Details of Disappearance
Collingwood was an inmate at Brevard Correctional Institution in Sharpes, Florida in 1979; he was serving a four-year sentence for car theft. He was doing landscape work outside the fence on December 12 of that year when he told a guard he was going to that bathroom. He has never been heard from again and was assumed to have escaped.
John Rodney McRae is the prime and only suspect in Collingwood's case. A photograph of him is posted with this case summary. He was a guard at the prison and lived in a trailer on the grounds. There were allegations that he and Collingwood were having an inappropriate relationship.

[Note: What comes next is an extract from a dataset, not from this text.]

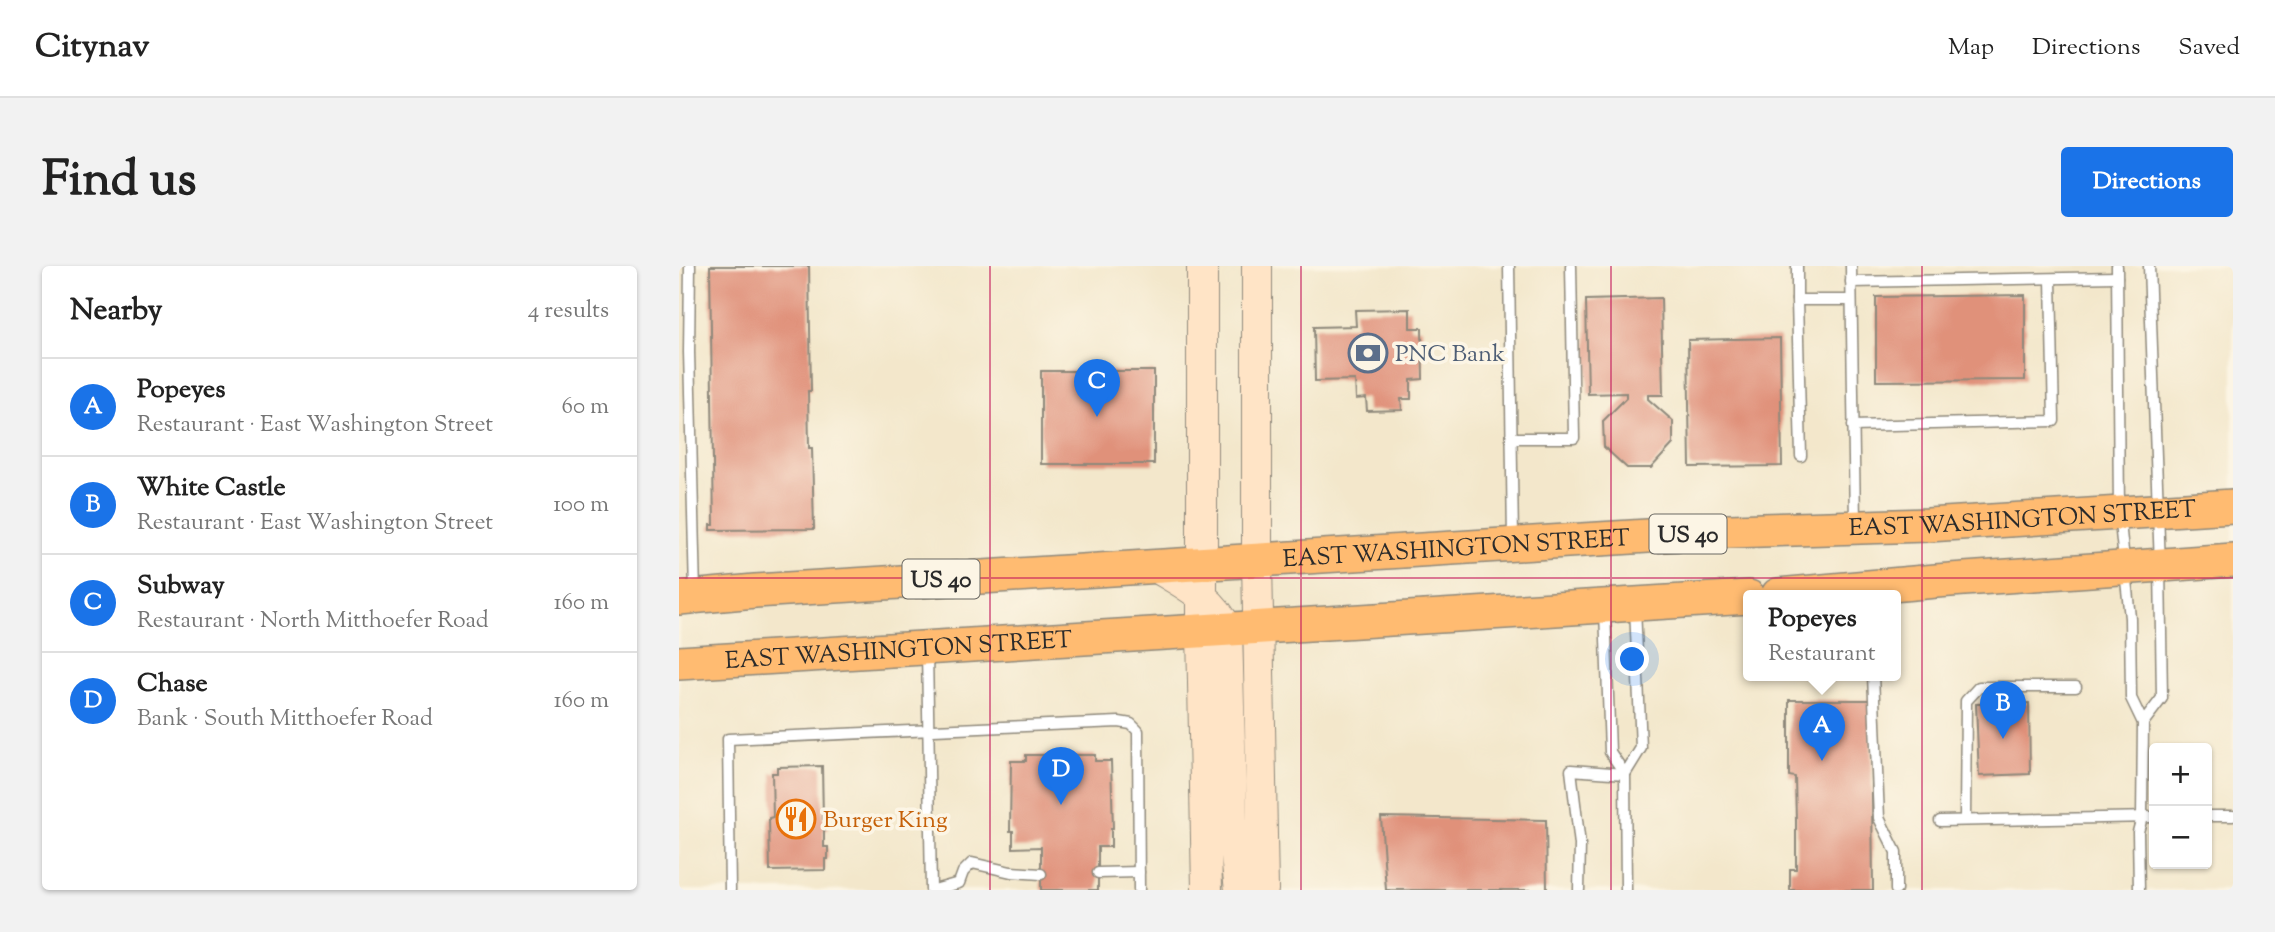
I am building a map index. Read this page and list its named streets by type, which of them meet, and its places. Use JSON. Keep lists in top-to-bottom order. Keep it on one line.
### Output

McRae denied the affair and said Collingwood was an informer who told him about the activities of other inmates. Prison officials, however, feel the two men were in fact sexually involved with one another, and that Collingwood was trying to expose the affair before he disappeared.
McRae murdered and dismembered an 8-year-old Michigan boy in the 1950s, when he was only sixteen. He served twenty years in prison for the crime. From 1976 to 1980, he worked as a guard at the Brevard Correctional Institution, which houses mostly teenagers. While McRae was working there, five local boys disappeared. McRae resigned his position at the prison and moved to his native Michigan in March 1980, four months after Collingwood's disappearance.
McRae is considered a suspect in the disappearances of twelve-year-old Kipling Hess
in 1979 and thirteen-year-old Keith Fleming
in 1977. Neither of the boys were ever found. McRae was convicted of the 1987 murder of a 14-year-old boy, Randy Ray Laufer. His conviction was later overturned on appeal, but he was convicted again in May 2005 and sentenced to life in prison without the possibility of parole.
70 years old and wheelchair-bound at the time of the retrial, he was found in his cell only two weeks later, dead of intestinal ulcers and gastrointestinal bleeding.
Investigators strongly believe that McRae committed more murders than he was convicted of, including the murders of Kipling, Keith and Collingwood. They even offered him immunity from prosecution if he would reveal where the boys' bodies were, but he always maintained his innocence. His wife, however, stated he had admitted the Hess and Collingwood murders to her.
Collingwood's case remains unsolved. He had a history of escapes, but he would usually follow a particular pattern after he escaped, and after his last one he didn't. Other inmates implicated McRae in assisting Collingwood's escape from the prison. Although he is wanted by the police, foul play is suspected in his case.